Top of DATASET CONTENT

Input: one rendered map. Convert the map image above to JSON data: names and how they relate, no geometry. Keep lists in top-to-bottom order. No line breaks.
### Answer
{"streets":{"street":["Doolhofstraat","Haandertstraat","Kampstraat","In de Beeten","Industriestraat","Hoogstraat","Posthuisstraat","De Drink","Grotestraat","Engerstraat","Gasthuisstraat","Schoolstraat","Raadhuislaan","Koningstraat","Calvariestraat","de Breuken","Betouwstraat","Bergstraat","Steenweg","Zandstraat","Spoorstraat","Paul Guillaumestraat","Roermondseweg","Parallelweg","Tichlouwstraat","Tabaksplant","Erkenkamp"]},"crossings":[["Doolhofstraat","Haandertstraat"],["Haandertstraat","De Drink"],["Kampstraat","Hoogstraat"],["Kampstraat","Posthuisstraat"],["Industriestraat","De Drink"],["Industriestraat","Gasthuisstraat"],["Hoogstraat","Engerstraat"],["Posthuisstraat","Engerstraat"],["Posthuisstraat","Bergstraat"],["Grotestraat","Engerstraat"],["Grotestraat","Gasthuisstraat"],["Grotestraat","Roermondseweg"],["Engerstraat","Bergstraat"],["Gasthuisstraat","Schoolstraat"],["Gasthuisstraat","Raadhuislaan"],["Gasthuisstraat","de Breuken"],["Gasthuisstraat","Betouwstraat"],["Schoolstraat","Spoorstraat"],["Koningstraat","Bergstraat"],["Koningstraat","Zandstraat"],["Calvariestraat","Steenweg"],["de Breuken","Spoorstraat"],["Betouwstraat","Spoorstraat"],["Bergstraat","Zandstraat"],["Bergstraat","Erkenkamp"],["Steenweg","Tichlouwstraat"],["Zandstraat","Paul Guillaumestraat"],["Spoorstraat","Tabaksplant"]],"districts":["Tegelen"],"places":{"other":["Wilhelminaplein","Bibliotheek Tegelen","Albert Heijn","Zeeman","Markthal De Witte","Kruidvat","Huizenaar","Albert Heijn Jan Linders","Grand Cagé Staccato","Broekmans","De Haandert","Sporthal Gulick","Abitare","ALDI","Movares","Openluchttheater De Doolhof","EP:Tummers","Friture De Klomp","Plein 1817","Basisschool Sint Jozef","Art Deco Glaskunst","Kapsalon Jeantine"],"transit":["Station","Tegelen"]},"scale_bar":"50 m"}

Bottom of DATASET CONTENT

[HOW TO COMPLETE THIS TASK]: Retype the listing above exactly as it appears.

[ANSWER]:
Input: one rendered map. Convert the map image above to JSON data: names and how they relate, no geometry. Keep lists in top-to-bottom order. No line breaks.
### Answer
{"streets":{"street":["Doolhofstraat","Haandertstraat","Kampstraat","In de Beeten","Industriestraat","Hoogstraat","Posthuisstraat","De Drink","Grotestraat","Engerstraat","Gasthuisstraat","Schoolstraat","Raadhuislaan","Koningstraat","Calvariestraat","de Breuken","Betouwstraat","Bergstraat","Steenweg","Zandstraat","Spoorstraat","Paul Guillaumestraat","Roermondseweg","Parallelweg","Tichlouwstraat","Tabaksplant","Erkenkamp"]},"crossings":[["Doolhofstraat","Haandertstraat"],["Haandertstraat","De Drink"],["Kampstraat","Hoogstraat"],["Kampstraat","Posthuisstraat"],["Industriestraat","De Drink"],["Industriestraat","Gasthuisstraat"],["Hoogstraat","Engerstraat"],["Posthuisstraat","Engerstraat"],["Posthuisstraat","Bergstraat"],["Grotestraat","Engerstraat"],["Grotestraat","Gasthuisstraat"],["Grotestraat","Roermondseweg"],["Engerstraat","Bergstraat"],["Gasthuisstraat","Schoolstraat"],["Gasthuisstraat","Raadhuislaan"],["Gasthuisstraat","de Breuken"],["Gasthuisstraat","Betouwstraat"],["Schoolstraat","Spoorstraat"],["Koningstraat","Bergstraat"],["Koningstraat","Zandstraat"],["Calvariestraat","Steenweg"],["de Breuken","Spoorstraat"],["Betouwstraat","Spoorstraat"],["Bergstraat","Zandstraat"],["Bergstraat","Erkenkamp"],["Steenweg","Tichlouwstraat"],["Zandstraat","Paul Guillaumestraat"],["Spoorstraat","Tabaksplant"]],"districts":["Tegelen"],"places":{"other":["Wilhelminaplein","Bibliotheek Tegelen","Albert Heijn","Zeeman","Markthal De Witte","Kruidvat","Huizenaar","Albert Heijn Jan Linders","Grand Cagé Staccato","Broekmans","De Haandert","Sporthal Gulick","Abitare","ALDI","Movares","Openluchttheater De Doolhof","EP:Tummers","Friture De Klomp","Plein 1817","Basisschool Sint Jozef","Art Deco Glaskunst","Kapsalon Jeantine"],"transit":["Station","Tegelen"]},"scale_bar":"50 m"}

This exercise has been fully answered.